Top of Records

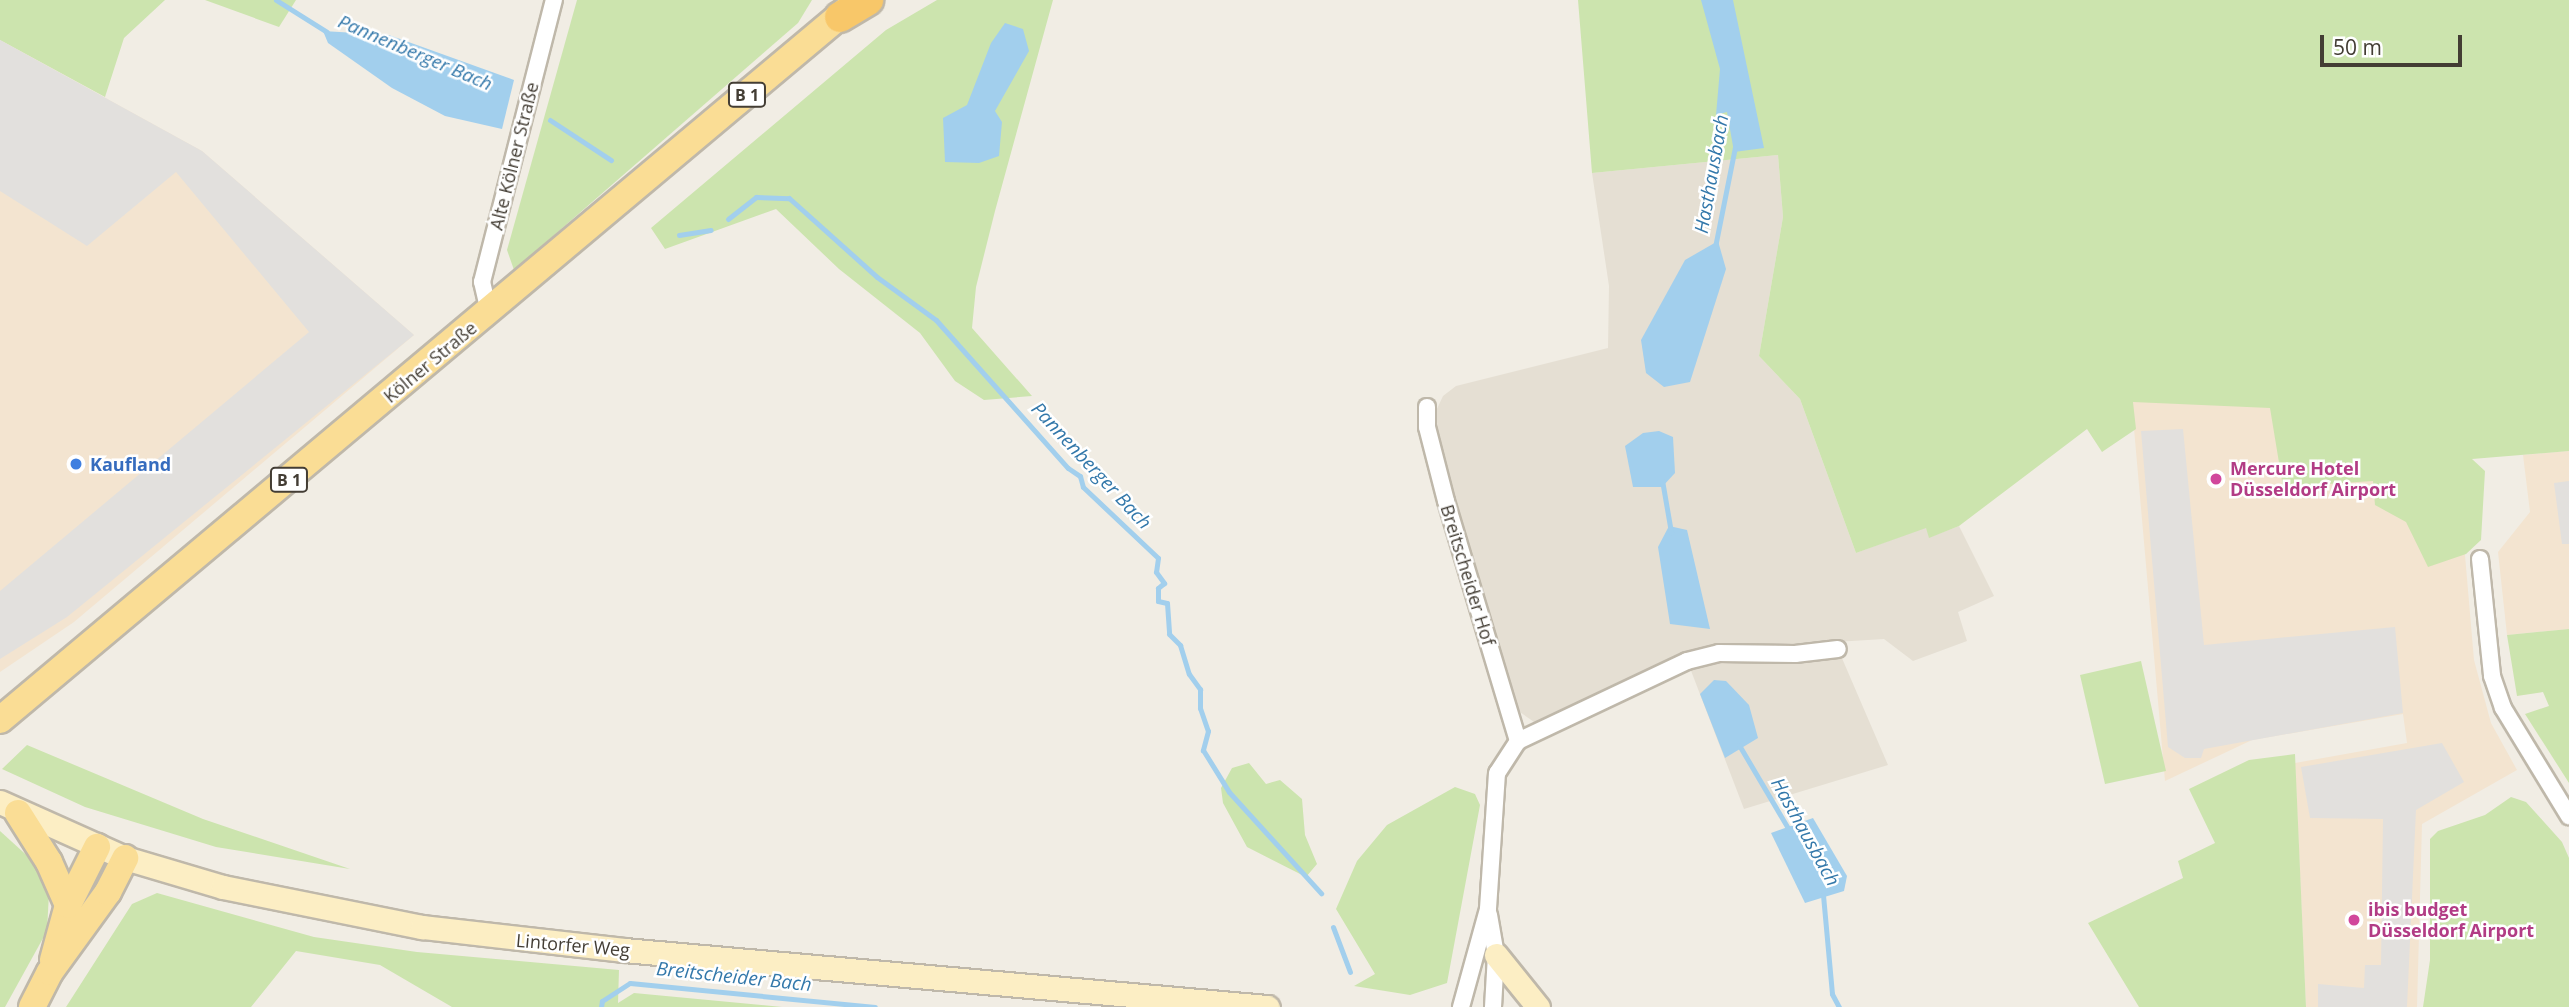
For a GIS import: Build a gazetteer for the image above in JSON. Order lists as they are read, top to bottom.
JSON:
{
  "streets": {
    "main road": ["B 1", "Kölner Straße", "Lintorfer Weg"],
    "street": ["Alte Kölner Straße", "Breitscheider Hof"]
  },
  "crossings": [
    ["Alte Kölner Straße", "Kölner Straße"]
  ],
  "water": ["Pannenberger Bach", "Hasthausbach", "Breitscheider Bach"],
  "places": ["Kaufland", "Mercure Hotel Düsseldorf Airport", "ibis budget Düsseldorf Airport"],
  "scale_bar": "50 m"
}
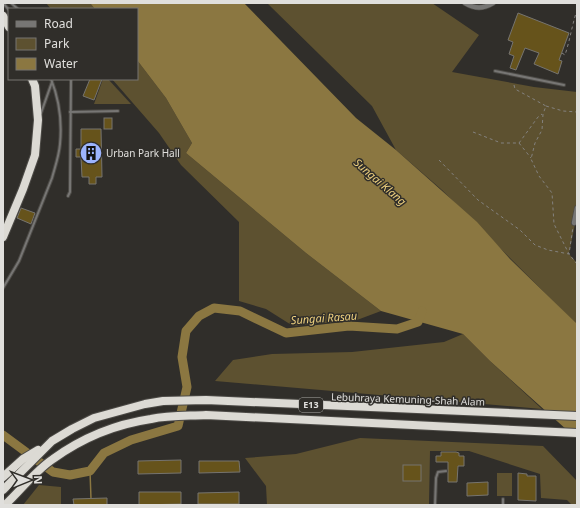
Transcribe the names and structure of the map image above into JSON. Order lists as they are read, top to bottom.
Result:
{
  "streets": {
    "highway": ["Lebuhraya Kemuning-Shah Alam", "E13"]
  },
  "water": ["Sungai Klang", "Sungai Rasau"],
  "places": {
    "building": ["Urban Park Hall"]
  },
  "legend": ["Road", "Park", "Water"],
  "north": "right"
}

Bottom of Records

Activity:
The required output is an exact copy of the lines from the start of the material above through the line containing "Transcribe the names", inclusive, with no pictures in it.

Solution to this task:
For a GIS import: Build a gazetteer for the image above in JSON. Order lists as they are read, top to bottom.
JSON:
{
  "streets": {
    "main road": ["B 1", "Kölner Straße", "Lintorfer Weg"],
    "street": ["Alte Kölner Straße", "Breitscheider Hof"]
  },
  "crossings": [
    ["Alte Kölner Straße", "Kölner Straße"]
  ],
  "water": ["Pannenberger Bach", "Hasthausbach", "Breitscheider Bach"],
  "places": ["Kaufland", "Mercure Hotel Düsseldorf Airport", "ibis budget Düsseldorf Airport"],
  "scale_bar": "50 m"
}
Transcribe the names and structure of the map image above into JSON. Order lists as they are read, top to bottom.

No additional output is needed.